Mars is now a cold, radiation-battered world. Yet a broad body of evidence shows that billions of years ago, liquid water flowed across its surface. That wetter past has long fueled the idea that life may once have taken hold before the planet lost its atmosphere.

Back on Earth, some of the harshest landscapes mirror Martian conditions. Scientists often turn to these extreme environments as analogs while waiting for pristine samples to be returned from the Red Planet. One of the most Mars-like places, it turns out, lies high in the Chilean Andes.

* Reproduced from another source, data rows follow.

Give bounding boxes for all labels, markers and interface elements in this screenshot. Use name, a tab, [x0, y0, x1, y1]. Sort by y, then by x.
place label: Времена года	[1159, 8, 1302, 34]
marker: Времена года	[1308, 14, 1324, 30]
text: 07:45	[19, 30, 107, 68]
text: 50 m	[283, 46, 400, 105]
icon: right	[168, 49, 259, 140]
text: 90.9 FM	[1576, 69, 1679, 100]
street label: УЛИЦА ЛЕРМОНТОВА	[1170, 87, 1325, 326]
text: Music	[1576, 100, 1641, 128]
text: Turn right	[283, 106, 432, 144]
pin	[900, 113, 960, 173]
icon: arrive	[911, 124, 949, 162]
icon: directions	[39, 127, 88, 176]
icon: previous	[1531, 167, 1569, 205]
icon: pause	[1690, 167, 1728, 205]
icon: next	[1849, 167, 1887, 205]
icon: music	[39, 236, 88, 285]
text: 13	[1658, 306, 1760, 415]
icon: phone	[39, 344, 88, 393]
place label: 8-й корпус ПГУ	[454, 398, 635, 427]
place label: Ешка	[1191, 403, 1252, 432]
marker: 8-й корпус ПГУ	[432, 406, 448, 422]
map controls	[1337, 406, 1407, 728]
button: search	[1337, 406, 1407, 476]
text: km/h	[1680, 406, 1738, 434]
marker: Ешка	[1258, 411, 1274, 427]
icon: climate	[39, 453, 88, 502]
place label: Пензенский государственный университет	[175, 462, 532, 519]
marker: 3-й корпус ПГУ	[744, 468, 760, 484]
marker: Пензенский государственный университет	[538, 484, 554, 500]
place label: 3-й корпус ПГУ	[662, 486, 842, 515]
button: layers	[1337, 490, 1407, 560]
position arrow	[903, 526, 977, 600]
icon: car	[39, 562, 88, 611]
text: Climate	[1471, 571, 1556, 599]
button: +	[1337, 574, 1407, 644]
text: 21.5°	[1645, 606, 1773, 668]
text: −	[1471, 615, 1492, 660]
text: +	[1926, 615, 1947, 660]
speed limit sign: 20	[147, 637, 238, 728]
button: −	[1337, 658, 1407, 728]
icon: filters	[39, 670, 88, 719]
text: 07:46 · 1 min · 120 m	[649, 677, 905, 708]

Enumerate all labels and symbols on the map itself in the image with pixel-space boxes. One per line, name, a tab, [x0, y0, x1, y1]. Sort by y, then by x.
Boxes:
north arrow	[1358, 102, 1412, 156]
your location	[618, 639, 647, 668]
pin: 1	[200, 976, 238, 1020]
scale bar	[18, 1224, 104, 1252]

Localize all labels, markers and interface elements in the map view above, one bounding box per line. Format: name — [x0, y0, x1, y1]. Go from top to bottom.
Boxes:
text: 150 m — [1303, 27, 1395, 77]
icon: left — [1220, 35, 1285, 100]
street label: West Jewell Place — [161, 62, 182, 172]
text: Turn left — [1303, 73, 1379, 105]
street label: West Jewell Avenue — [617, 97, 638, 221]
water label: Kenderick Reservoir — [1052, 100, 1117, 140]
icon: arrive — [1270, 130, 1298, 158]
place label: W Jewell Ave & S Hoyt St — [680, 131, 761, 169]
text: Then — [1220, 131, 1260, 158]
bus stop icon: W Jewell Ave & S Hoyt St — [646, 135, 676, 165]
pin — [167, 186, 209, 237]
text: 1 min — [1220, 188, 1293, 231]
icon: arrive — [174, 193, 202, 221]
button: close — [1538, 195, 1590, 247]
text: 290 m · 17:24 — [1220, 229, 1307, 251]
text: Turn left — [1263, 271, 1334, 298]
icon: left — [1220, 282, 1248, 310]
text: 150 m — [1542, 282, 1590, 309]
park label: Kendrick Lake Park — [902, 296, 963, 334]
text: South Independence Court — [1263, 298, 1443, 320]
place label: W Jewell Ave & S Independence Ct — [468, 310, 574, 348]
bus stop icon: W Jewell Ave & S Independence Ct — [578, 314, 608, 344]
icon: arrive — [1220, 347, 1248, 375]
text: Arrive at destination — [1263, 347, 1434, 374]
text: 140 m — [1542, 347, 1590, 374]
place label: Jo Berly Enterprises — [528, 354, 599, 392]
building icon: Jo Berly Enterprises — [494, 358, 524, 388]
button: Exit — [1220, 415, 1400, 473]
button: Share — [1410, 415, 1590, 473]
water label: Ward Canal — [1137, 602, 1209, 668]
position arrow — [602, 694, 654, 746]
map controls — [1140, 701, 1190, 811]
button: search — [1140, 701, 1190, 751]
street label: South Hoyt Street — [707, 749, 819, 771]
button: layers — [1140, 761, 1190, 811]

A Mars-Like Laboratory in the Atacama Desert

Salar de Pajonales stretches across the Atacama Desert, one of the driest regions on Earth, at an altitude of about 11,540 feet (3,517 meters). The salt flats sit near the Flamencos Lagoon national reserve and are battered by intense sunlight and relentless winds.

According to Popular Mechanics, an international team traveled to this stark terrain to investigate whether ancient life could be frozen inside the gypsum crystals scattered across the site. The researchers collected samples from gypsum crusts and from stromatolites, mineral structures left behind by microbial mats.

 Google Satellite Image Showing The Location(A) Google satellite image showing the location of the Salar de Pajonales (star symbol) and the meteorological station ATA17-08 (red route), located approximately 20 km from the salt flat, in the Antofagasta Region, northern Chile, South America. This station was used as a local climatic reference for the study. (B) Terrace near Flamencos Lagoon, an oligohaline peripheral lagoon situated in the southeastern part of the salt flat. (C) Overview of the study area highlighting the collected samples, including unconsolidated sediments, stromatolites, and crusts –  © Journal Frontiers in Astronomy and Space Sciences

The crystals examined were between 4,000 and 6,000 years old. While relatively young in geological terms, they offered a controlled window into how biological material can be preserved in extreme, Mars-like conditions.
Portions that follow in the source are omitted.